Celebrating Madonna
When I told my mother I was going to celebrate my 30th birthday in New York City to watch Madonna in concert, all she could do was shake her head and say, “Madonna ruined your life and stole your money.”
I remember the very first time I saw the video of Lucky Star, I was so intrigued by Madonna that I took note of all her videos and dance moves from then on.
I also recall my Tito Eli taking my brother and I to a matinee screening of Desperately Seeking Susan in Manhattan. I was completely blown away, not from the movie’s plot but by Madonna. I was young and impressionable. And I was hooked.
Like most girls of my generation, I was mesmerized by Madonna’s unconventional style: the fingerless gloves, the navel-baring shirts, the armful of bracelets, the forbidden cross—and awed by her unabashed defiance of gender roles. She dressed like a tramp and owned it.

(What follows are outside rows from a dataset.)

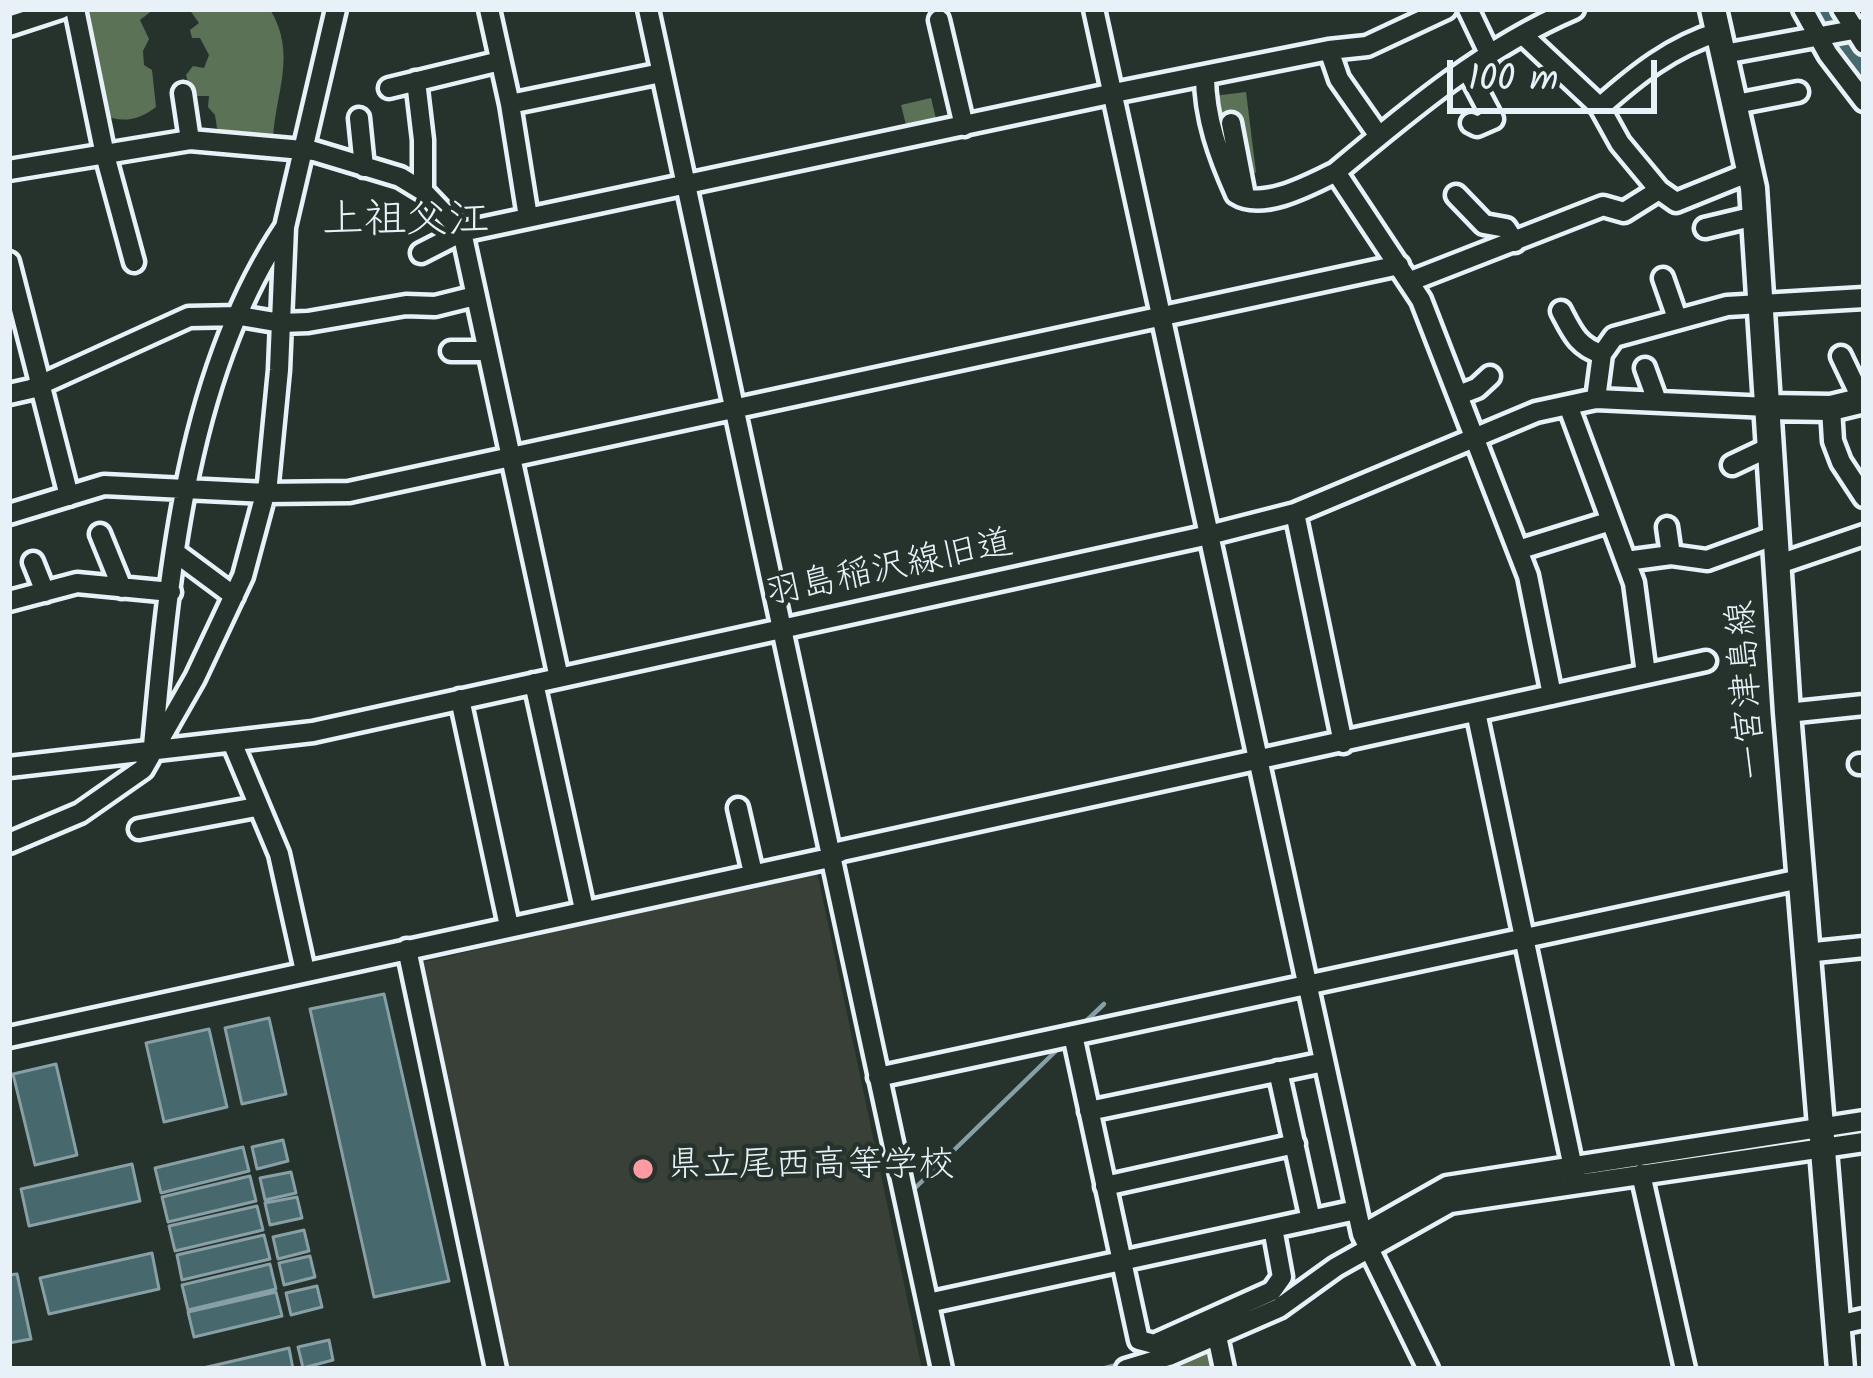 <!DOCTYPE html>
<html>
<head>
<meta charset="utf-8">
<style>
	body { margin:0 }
	#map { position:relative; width:1873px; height:1378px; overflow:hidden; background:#26332d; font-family:Kalam,sans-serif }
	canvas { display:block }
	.frame { position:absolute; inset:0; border:12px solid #e8f1f8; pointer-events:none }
	.scale { position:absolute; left:1447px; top:60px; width:210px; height:54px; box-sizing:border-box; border:6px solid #e8f1f8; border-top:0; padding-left:15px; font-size:36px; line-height:42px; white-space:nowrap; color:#e8f1f8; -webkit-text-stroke:9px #26332d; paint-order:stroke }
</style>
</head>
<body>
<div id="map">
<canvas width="1873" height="1378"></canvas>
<div class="frame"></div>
<div class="scale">100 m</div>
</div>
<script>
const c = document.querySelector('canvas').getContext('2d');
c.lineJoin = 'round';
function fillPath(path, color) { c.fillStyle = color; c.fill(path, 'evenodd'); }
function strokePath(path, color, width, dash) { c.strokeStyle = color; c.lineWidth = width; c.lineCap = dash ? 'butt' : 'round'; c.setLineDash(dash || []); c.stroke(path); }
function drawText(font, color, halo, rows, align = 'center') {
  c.font = font + ' Kalam,"Klee One",sans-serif'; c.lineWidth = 9; c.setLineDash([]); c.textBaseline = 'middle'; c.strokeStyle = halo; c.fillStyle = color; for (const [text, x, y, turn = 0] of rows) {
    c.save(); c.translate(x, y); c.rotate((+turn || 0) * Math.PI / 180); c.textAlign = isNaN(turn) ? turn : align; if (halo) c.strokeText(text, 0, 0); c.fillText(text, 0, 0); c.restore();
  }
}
const built = new Path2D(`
	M817,872L922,1369H508L419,963Z`);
const green = new Path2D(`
	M80,9H154L140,20L149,39L143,51L144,65L152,70L156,107C140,120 121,124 102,114Z
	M189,9L241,12L270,9C297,55 276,90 273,138L237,139L217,128L215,115L208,107L209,96H192L186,75L193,66L204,68L209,55L200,38H192L190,30L199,23Z
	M1246,92L1256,172L1242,182L1205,97Z
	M931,98L937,123L907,129L901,105Z
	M1210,1346L1217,1369H1170L1169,1362Z`);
const water = new Path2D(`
	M384,994L449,1281L374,1297L310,1009Z
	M269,1018L286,1094L242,1104L225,1028Z
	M209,1029L227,1107L164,1122L146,1043Z
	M56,1064L77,1155L35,1165L13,1074Z
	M283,1140L288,1161L257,1169L252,1147Z
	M243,1147L249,1171L161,1193L155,1168Z
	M132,1164L140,1201L29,1226L21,1189Z
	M291,1172L296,1193L265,1200L260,1178Z
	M250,1176L256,1201L168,1222L162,1197Z
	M297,1197L302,1218L270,1225L265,1203Z
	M257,1206L263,1230L175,1251L169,1226Z
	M304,1230L309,1251L278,1259L273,1237Z
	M264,1235L270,1259L182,1280L177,1255Z
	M152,1253L159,1289L49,1314L40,1278Z
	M310,1256L315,1277L284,1285L279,1263Z
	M270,1264L276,1289L188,1310L182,1285Z
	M17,1274L31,1339L9,1343V1275Z
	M317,1286L322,1307L291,1315L286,1293Z
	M276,1292L282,1316L194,1337L188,1312Z
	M329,1340L333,1360L303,1368L298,1347Z
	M289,1348L293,1369L203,1368Z`);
const stream = new Path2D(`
	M1082,1025L1104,1004
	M1834,1135L1864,1131
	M912,1191L1061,1046
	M1318,1269L1348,1250
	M1102,1369L1120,1364`);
const river = new Path2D(`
	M1821,9L1864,87`);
const minor = new Path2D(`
	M75,9L105,155L134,262
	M489,9L510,104L528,217
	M648,9L942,1369
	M1094,9L1362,1234L1428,1369
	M1468,9L1490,55
	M1803,9L1828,54L1864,101
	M1842,9L1864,44
	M939,20L964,126
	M9,26L61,9
	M1523,35L1600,107L1620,143L1659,190L1676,202L1750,172
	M1329,50L1339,79L1379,136
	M1724,54L1864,28
	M1467,70L1493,119L1477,126L1471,123
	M1205,76C1205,118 1219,156 1236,194C1262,211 1310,185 1336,172C1410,110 1485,47 1574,9
	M416,81L423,140V191
	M389,88L500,61
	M183,93L190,140
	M510,104L661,73
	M1736,104L1798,92
	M1600,107C1636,75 1672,46 1719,32
	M359,118L364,167
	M1231,123L1245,196
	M9,170L190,140L314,151L400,177L423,191L462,232L559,678
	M1336,172L1421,300L1528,576L1552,695
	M1456,195L1484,224L1506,228L1515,242
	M1705,228L1755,216
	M421,253L462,232L1114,93L1329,50L1367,46L1446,9
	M9,262L69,496
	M1663,278L1677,318
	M1411,281L1603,206L1624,212L1659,190
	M1561,311C1572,332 1578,347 1602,354
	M451,351H488
	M1841,356L1862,400
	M1645,368L1657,401
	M9,394L31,389L189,317L240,316L281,323L308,322L406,305L435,306L475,296
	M1459,395L1477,388L1490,376
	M1596,399L1602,354L1614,337L1727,306L1864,298
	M1568,405L1634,583L1646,674
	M1831,408L1833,441L1841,462L1864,497
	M1732,465L1770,447
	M1295,513L1343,743
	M9,514L104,485L266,493L349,492L1399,265
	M1667,527L1671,555
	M100,534L122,588
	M1518,550L1611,521
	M176,553L234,596
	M1626,561L1671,555L1707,560L1776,535
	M33,562L45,592
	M1779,564L1864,535
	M9,601L77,583L171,592
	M534,683L584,909
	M460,699L509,926
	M1476,712L1575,1177
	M1787,713L1864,705
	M232,742L279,854L305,971
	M153,746C169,574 186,374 285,227
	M1859,764H1864
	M9,767L313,732L1209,535L1295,513L1536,412L1596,399L1768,407
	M738,808L753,873
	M139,829L256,807
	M9,843L80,813L143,769L195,678L243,576L268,483L279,370L285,227L336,9
	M407,949L496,1369
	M1805,953L1864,947
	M1073,1035L1139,1340L1154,1344L1272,1291L1282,1277L1273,1228
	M9,1037L825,859L842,851L1706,661
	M1278,1071L1311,1220
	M878,1077L1800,879
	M1089,1111L1324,1062
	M1641,1174L1685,1369
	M1105,1186L1295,1144
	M1362,1234L1447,1186L1864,1121
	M928,1303L1356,1210
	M1837,1325L1864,1319
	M1217,1336L1224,1369
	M1126,1369L1169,1356L1279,1308L1336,1267L1450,1203L1864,1142`);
const major = new Path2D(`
	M1713,9L1753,188L1787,713L1841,1369
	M1768,407L1831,408L1864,400`);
const markers = [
	[643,1169,12,"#ff9aa2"]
];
const streetNames = [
	["羽島稲沢線旧道",890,572,-12],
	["一宮津島線",1751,690,-94]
];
const poiNames = [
	["県立尾西高等学校",667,1169]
];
const quarterNames = [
	["上祖父江",406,225]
];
fillPath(built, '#394037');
fillPath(green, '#5b7257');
fillPath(water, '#47696d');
strokePath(water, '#879fa5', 3);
strokePath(stream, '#879fa5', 4.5);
strokePath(river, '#47696d', 24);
strokePath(minor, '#e8f1f8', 27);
strokePath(major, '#e8f1f8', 33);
strokePath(minor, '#26332d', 18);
strokePath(major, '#26332d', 24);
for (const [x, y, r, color] of markers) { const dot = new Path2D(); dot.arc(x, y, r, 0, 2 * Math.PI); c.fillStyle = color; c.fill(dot); strokePath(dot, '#26332d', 4.5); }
drawText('36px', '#e8f1f8', '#26332d', streetNames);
drawText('36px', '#e8f1f8', '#26332d', poiNames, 'left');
drawText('42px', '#e8f1f8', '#26332d', quarterNames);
</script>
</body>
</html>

Never have I seen a woman who was powerful, sassy and perverse all at the same time. Madonna made me think that even as a five-year-old I could be any kind of woman I wanted to be.
Unlike her contemporary Michael Jackson whose image was of vulnerability, Madonna’s was of pure control. At 19, she walked away from a prestigious dance scholarship at the University of Michigan and hopped on a plane to New York City. Legend has it, she got in a cab, told the driver to bring her to “where the action is” and was taken to Times Square.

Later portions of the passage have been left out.